Philip Beekman
Zoon van hoofdpersoon Jaap Beekman, alias Maurits
Mijn naam is Philip R.J. Beekman, geboren op op 23 april 1958 geboren naast de legerplaats Oirschot. Zoon van Jaap Beekman en Kathleen Mary Beekman-Pickering. Opgegroeid met een broer en drie zussen. Ik ben de vierde in rij. Tot aan mijn 13e woonden wij in Oirschot (NB) totdat mijn vader werd overgeplaatst naar het Duitse Rheindahlen in de buurt van Mönchengladbach. Daar bekleedde hij zijn laatste functie als militair. Ondertussen gingen mijn ouders op zoek naar een huis in Nederland waar ze na vaders pensionering konden gaan wonen. Omdat vader geboren Zwollenaar was, wilde hij graag in de wijde omtrek van Zwolle wonen en dat werd Kloosterhaar. Ook ik heb daar 7 jaar gewoond. Tot 1984 hebben mijn ouders hebben daar gewoond, waarna ze richting Zwolle vertrokken om in een serviceflat te gaan wonen. Moeder overleed in 2000 en vader in 2010.
Van kleins af aan ben ik opgegroeid tussen de militairen. Vader was als Officier werkzaam bij de Cavalerie in de naast gelegen kazerne. Collega’s van mijn vader kwamen regelmatig bij ons over de vloer. Zij spraken dan vaak over de oorlog, terwijl vader nooit met ons over de oorlog sprak omdat dat een gevoelig iets bleek achteraf. Wanneer er dan een borrel gedronken werd waren de mannen iets wat loslippiger waardoor wij wel eens wat opvingen. Details wisten we amper, maar wel dat vader meerdere bijzondere dingen had gedaan tijdens de tweede wereldoorlog en ook daarna in andere oorlogen zoals Korea. Als er een speciale gelegenheid op de kazerne was en vader in zijn nette uniform met alle medailles erop verscheen, stond daar een persoonlijkheid waar veel collega’s respect voor hadden.

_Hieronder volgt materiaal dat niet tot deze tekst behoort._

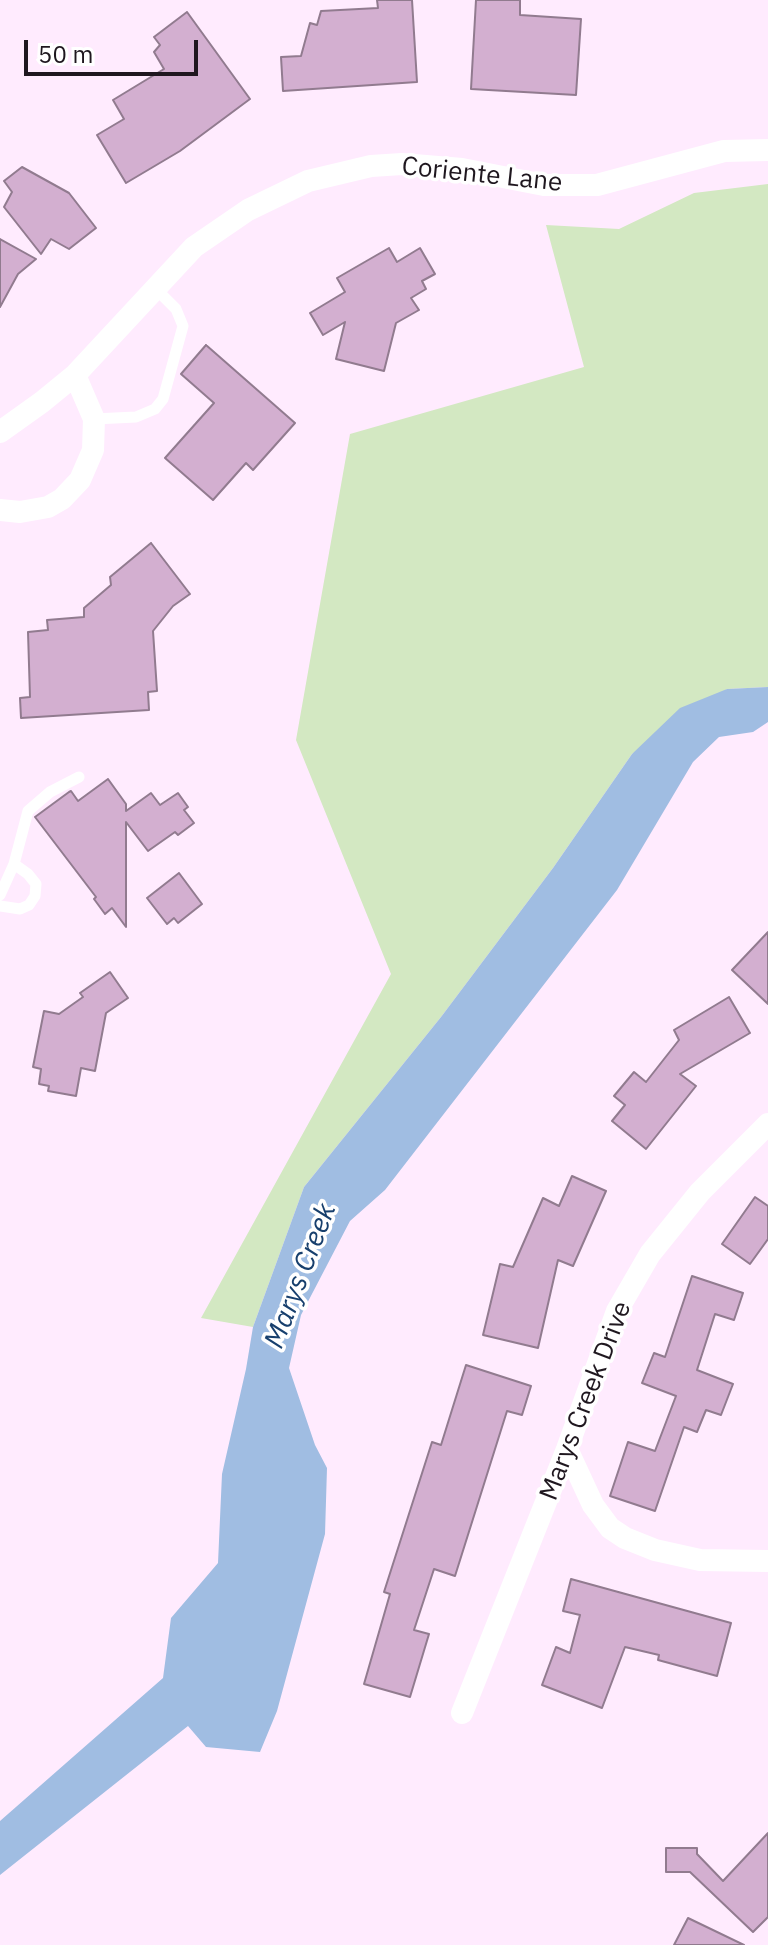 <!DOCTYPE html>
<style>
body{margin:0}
#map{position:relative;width:768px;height:1945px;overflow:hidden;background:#ffebfe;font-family:"IBM Plex Sans",sans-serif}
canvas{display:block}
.scale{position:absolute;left:24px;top:40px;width:174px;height:36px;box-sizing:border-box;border:4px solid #1f171f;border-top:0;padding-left:10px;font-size:24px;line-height:28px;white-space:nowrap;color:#1f171f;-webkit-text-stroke:6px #fff;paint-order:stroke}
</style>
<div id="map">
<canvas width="768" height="1945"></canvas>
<div class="scale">50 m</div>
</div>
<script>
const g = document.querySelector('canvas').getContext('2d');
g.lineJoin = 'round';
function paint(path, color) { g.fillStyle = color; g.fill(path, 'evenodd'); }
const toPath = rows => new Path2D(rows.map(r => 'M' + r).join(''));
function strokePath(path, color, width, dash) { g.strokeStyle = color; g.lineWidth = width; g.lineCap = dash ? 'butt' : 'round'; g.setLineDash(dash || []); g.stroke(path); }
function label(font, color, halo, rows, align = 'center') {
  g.font = font + ' "IBM Plex Sans",sans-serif'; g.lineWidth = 7; g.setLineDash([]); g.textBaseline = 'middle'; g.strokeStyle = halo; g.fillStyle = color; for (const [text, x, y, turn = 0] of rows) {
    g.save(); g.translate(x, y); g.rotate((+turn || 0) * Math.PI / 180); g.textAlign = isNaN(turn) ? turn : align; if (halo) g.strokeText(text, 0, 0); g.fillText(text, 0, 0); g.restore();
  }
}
paint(toPath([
 [768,184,768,687,727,689,632,754,553,868,441,1017,304,1187,253,1327,201,1318,391,974,296,740,350,434,584,367,546,225,619,229,694,193]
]), '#d3e8c2');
paint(toPath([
 [768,687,768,722,753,732,719,737,693,762,617,890,385,1190,350,1221,301,1315,289,1368,315,1445,327,1468,325,1534,277,1711,260,1752,206,1747,188,1726,0,1875,0,1821,163,1678,171,1618,218,1563,222,1474,246,1369,253,1327,304,1187,441,1017,553,868,632,754,680,708,727,689]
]), '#a0bde2');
const building = toPath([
 [377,0,412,0,417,82,283,91,281,57,301,56,310,23,317,25,321,11,378,8,377,0],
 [476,0,520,0,520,15,581,19,576,95,471,89,476,0],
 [187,12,250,99,180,151,126,183,97,135,124,119,113,100,164,69,154,52,160,45,154,37,187,12],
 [22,167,69,193,96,228,69,249,51,239,41,254,4,207,12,192,4,181,22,167],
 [0,239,36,259,18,274,0,307,0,239],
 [389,248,397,262,420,248,435,274,422,281,426,289,411,298,419,310,396,323,384,371,336,359,345,322,323,335,310,313,345,292,337,278,389,248],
 [206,345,295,423,253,470,246,463,213,500,165,458,214,403,181,374,206,345],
 [151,543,190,594,173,606,153,631,157,691,148,692,149,710,21,718,20,698,30,697,28,632,48,630,47,620,84,617,84,608,111,585,110,577,151,543],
 [108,779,126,804,126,811,151,793,160,805,178,793,188,807,184,810,194,823,178,835,175,832,148,851,126,822,126,927,112,908,105,914,94,899,96,897,35,817,69,792,71,791,78,801,108,779],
 [179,873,202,904,178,923,174,918,167,924,147,898,179,873],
 [768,932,768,1004,732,970,768,932],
 [110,972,128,998,106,1013,95,1071,81,1068,76,1096,48,1091,49,1086,39,1084,41,1069,33,1067,44,1011,59,1014,83,997,80,993,110,972],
 [729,997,750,1033,680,1074,696,1086,646,1149,612,1121,625,1105,614,1096,634,1072,646,1082,679,1040,674,1030,729,997],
 [572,1176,606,1191,573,1266,558,1260,538,1348,483,1335,500,1264,513,1267,543,1198,559,1206,572,1176],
 [755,1197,768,1206,768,1239,750,1264,722,1244,755,1197],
 [692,1276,743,1293,734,1320,715,1314,697,1370,733,1384,721,1415,706,1410,697,1432,684,1427,655,1511,610,1496,628,1442,655,1451,676,1396,642,1383,654,1353,665,1357,692,1276],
 [466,1365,531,1386,522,1415,507,1411,455,1576,434,1569,414,1630,429,1634,410,1697,364,1684,390,1594,384,1592,432,1442,441,1445,466,1365],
 [571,1579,731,1623,717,1676,658,1660,659,1655,625,1647,602,1708,542,1685,556,1647,570,1653,580,1615,563,1611,571,1579],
 [768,1833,768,1917,753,1932,690,1872,666,1872,666,1848,697,1848,697,1854,723,1881,768,1833],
 [688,1918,744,1945,674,1945,688,1918]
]);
paint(building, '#d3afd0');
strokePath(building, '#917b8f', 2);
strokePath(toPath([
 [94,419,136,417,155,409,163,399,183,326,176,309,155,288],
 [0,895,14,864,28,811,50,792,79,777],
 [0,906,20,909,29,905,35,896,36,884,28,874,14,864]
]), '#fff', 11);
strokePath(toPath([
 [0,432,42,402,75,375,194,247,248,210,308,181,371,166,402,164,462,169,544,185,597,185,724,151,768,150],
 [0,510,20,512,48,507,62,499,80,480,93,450,94,419,75,375],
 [567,1449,593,1505,610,1528,625,1538,655,1550,700,1560,768,1561],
 [462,1713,567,1449,617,1311,650,1254,700,1192,768,1124]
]), '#fff', 22);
label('26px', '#1f171f', '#fff', [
 ["Coriente Lane",482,175,6],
 ["Marys Creek Drive",586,1401,-69]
]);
label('italic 28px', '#173f6d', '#fff', [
 ["Marys Creek",301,1276,-69]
]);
</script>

Voor mij was het al snel duidelijk, ik ging net als mijn broer en twee oudste zussen militair worden. Zelfs mijn moeder was ten tijde van de oorlog dienstplichtig militair geweest in Engeland waar ze was geboren. Mede hierdoor kwamen wij uit een echt militair nest
Op een gegeven moment was mijn jongste zus in een kledingkast van mijn ouders aan het snuffelen waar ze een foto vond, waar vader met een onbekende vrouw op stond. Zij nam de foto mee om aan moeder te vragen wie dat was. Ze kreeg te horen dat ze de foto onmiddellijk terug moest leggen en er nooit meer over mocht praten. Als mijn broer of een van mijn zussen met een vriend of vriendin thuiskwam werd al snel de vraag gesteld wat hun ouders in de oorlog gedaan hadden. Dat bleek nogal belangrijk te zijn, later begreep ik pas waarom.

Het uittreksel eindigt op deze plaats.